Mais Achraf a compris l’importance du marché de l’électronique.
« Comme n’importe quel métier, il faut savoir se recycler.
En suivant le pouls du marché, j’ai constaté que de plus
en plus de gens s’intéressaient à l’informatique et s’équipaient
d’un ordinateur. Le besoin en pièces a augmenté, je devais
saisir l’occasion pour en tirer profit », explique Achraf.
Il vient
d’apprendre la toute dernière vente faite par Adham par
l’un de ses assistants : épier les autres, c’est la coutume
chez les vendeurs concurrents du marché de Sayeda Aïcha.
« Il est normal que je sois un peu jaloux de mon voisin
qui est parvenu à vendre un ordinateur qu’il a monté lui-même.
C’est rare, car les clients qui passent par là sont plutôt
des gens modestes qui n’achètent que quelques pièces d’occasion
bon marché », affirme Achraf.

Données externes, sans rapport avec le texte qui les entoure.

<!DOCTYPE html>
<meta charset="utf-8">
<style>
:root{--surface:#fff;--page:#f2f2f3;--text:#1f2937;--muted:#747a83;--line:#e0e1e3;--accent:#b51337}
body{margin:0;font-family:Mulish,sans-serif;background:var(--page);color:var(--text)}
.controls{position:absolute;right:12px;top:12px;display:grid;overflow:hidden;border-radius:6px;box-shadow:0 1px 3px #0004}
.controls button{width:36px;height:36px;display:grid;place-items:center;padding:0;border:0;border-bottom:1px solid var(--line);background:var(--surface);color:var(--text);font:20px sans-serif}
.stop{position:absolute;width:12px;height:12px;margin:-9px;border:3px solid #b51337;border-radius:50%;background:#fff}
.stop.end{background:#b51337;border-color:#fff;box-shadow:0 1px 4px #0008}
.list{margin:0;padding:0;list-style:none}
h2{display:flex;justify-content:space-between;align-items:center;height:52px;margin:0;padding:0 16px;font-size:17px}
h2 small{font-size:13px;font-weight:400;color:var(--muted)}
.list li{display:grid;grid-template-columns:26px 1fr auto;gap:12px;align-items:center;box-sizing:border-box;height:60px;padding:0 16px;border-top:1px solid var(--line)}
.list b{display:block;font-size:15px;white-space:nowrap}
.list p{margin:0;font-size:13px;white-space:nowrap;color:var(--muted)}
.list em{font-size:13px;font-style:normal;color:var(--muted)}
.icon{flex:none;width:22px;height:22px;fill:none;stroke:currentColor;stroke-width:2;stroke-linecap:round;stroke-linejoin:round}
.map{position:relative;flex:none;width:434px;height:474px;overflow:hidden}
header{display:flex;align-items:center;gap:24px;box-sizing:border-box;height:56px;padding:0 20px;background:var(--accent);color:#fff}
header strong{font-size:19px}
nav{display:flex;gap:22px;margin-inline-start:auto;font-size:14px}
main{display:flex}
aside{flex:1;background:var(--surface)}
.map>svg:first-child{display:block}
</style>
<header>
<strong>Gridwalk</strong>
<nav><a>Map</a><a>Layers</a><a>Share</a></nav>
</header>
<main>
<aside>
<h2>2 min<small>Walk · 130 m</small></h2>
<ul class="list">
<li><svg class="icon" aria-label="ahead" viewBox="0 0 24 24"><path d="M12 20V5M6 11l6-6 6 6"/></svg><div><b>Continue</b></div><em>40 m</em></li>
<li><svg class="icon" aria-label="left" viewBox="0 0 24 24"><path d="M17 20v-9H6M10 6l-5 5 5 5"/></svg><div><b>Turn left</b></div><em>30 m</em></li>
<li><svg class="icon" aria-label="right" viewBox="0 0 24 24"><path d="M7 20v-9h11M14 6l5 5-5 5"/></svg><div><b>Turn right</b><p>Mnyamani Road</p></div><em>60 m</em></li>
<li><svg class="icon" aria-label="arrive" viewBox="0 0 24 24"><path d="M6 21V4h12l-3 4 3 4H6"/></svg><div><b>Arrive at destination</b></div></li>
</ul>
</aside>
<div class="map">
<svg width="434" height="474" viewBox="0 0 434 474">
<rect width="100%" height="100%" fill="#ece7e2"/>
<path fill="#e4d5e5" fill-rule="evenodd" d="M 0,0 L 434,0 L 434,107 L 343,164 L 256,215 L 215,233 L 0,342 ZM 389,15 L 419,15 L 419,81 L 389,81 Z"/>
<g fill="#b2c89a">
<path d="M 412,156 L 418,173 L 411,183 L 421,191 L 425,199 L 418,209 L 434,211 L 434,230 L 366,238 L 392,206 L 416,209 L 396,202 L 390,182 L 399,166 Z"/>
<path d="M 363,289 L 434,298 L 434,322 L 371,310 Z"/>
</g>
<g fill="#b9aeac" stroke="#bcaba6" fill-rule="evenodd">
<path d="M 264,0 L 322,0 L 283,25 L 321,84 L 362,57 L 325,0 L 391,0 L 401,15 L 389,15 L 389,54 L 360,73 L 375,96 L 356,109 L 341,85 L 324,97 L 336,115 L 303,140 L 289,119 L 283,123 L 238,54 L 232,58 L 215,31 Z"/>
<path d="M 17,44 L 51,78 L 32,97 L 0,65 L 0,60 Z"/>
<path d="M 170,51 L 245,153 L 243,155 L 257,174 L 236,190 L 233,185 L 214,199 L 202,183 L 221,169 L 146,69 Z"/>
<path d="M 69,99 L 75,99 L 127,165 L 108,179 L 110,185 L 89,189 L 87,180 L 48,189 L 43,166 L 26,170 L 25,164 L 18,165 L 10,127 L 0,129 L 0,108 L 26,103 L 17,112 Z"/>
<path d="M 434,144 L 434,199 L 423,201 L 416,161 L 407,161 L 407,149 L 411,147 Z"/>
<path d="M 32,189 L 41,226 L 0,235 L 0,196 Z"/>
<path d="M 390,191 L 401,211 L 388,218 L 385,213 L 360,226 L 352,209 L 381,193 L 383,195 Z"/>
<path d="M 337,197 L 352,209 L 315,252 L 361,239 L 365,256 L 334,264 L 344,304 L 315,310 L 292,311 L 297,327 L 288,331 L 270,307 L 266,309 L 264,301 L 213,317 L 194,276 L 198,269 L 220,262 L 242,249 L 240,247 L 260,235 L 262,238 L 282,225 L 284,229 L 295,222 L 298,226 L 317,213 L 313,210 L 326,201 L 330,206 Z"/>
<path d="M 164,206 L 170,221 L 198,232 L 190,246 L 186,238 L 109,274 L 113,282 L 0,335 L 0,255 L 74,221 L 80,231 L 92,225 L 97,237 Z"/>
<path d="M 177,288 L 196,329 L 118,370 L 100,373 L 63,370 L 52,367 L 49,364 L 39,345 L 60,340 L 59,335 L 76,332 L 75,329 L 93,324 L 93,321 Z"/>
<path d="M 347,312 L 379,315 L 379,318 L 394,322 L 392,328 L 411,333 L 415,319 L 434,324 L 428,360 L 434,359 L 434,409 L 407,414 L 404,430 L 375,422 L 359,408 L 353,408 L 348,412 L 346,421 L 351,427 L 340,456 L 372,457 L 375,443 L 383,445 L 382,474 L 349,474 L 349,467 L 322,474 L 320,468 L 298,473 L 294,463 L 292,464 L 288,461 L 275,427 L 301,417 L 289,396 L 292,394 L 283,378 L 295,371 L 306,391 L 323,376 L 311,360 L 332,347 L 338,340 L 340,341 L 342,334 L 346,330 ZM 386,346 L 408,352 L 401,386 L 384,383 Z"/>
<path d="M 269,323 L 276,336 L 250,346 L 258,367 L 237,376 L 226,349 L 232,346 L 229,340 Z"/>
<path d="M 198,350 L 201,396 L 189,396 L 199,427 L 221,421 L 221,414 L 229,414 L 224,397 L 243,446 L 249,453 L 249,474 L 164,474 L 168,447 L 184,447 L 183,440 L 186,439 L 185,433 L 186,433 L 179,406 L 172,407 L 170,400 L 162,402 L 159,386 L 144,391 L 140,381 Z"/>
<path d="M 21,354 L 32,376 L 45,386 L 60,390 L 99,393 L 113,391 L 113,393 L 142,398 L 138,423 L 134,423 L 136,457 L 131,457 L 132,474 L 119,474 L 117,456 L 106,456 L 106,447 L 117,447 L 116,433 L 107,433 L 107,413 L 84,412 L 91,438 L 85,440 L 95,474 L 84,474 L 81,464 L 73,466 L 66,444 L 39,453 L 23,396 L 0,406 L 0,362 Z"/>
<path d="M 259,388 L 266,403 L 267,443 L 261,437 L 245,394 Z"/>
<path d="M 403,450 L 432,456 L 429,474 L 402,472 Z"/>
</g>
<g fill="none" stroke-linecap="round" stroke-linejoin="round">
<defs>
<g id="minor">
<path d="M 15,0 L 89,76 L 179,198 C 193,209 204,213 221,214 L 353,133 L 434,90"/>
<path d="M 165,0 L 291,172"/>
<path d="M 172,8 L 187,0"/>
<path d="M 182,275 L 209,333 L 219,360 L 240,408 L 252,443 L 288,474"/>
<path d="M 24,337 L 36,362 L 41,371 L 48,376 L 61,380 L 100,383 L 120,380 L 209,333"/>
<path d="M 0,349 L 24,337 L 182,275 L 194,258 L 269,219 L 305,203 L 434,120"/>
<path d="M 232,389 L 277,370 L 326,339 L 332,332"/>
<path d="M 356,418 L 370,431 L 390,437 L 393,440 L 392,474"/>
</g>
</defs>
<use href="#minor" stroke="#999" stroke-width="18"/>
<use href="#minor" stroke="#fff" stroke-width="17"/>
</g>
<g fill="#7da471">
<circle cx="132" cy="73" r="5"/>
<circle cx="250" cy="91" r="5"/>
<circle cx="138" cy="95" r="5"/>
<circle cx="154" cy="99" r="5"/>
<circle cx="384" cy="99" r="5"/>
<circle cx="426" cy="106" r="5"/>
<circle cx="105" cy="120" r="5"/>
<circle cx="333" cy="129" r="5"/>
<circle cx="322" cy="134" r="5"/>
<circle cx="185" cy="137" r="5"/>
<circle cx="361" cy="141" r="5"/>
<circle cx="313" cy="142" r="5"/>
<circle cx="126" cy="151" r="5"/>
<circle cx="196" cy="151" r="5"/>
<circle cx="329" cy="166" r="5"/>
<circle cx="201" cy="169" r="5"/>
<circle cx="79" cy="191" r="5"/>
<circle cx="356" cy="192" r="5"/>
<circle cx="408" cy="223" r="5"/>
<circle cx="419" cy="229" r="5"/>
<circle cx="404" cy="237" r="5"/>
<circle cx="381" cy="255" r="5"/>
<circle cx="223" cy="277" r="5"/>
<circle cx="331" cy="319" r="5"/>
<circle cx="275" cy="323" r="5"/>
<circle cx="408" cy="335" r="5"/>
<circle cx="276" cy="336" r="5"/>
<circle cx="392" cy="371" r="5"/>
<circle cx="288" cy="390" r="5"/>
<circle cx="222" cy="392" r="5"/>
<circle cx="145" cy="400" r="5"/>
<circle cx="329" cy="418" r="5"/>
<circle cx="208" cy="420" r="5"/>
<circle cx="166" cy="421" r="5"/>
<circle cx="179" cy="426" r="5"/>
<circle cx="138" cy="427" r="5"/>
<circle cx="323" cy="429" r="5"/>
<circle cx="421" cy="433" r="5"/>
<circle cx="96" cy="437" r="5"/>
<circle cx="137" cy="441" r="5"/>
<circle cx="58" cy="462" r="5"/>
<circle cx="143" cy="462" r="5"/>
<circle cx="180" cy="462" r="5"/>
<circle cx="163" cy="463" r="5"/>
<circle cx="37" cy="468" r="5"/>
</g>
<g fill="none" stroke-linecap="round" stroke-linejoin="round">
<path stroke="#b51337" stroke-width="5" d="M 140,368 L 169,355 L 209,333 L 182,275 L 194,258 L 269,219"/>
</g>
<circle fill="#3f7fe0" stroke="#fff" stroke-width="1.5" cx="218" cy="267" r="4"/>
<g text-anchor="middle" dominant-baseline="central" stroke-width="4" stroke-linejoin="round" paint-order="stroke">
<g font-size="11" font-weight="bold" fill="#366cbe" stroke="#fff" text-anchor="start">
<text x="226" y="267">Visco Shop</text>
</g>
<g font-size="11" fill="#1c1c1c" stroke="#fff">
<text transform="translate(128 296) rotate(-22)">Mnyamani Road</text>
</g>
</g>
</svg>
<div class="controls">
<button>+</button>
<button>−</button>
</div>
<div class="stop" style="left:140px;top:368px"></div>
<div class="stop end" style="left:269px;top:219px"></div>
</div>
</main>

Pour combattre cette jalousie,
il envoie ses assistants dans les allées avoisinantes
afin d’attirer le chaland.
Abou-Achraf,
le père d’Achraf, est plutôt fier que son fils exerce
un commerce si en vogue. Mais il avoue avoir du mal à
prononcer certains noms de pièces plutôt étranges. Il
trouve la manière de s’en procurer bien originale. « Le
porte-à-porte n’est plus d’actualité. C’est dans les ventes
aux enchères officielles organisées par les organismes
gouvernementaux, ou de grandes sociétés, que l’on se procure
aujourd’hui les pièces », dit le père. Abou-Achraf estime
que si le commerce des autres pièces détachées est bien
plus simple, il ne faut jamais hésiter à retourner sa
veste quand des gains se profilent. « C’est la loi du
gagne-pain », dit il.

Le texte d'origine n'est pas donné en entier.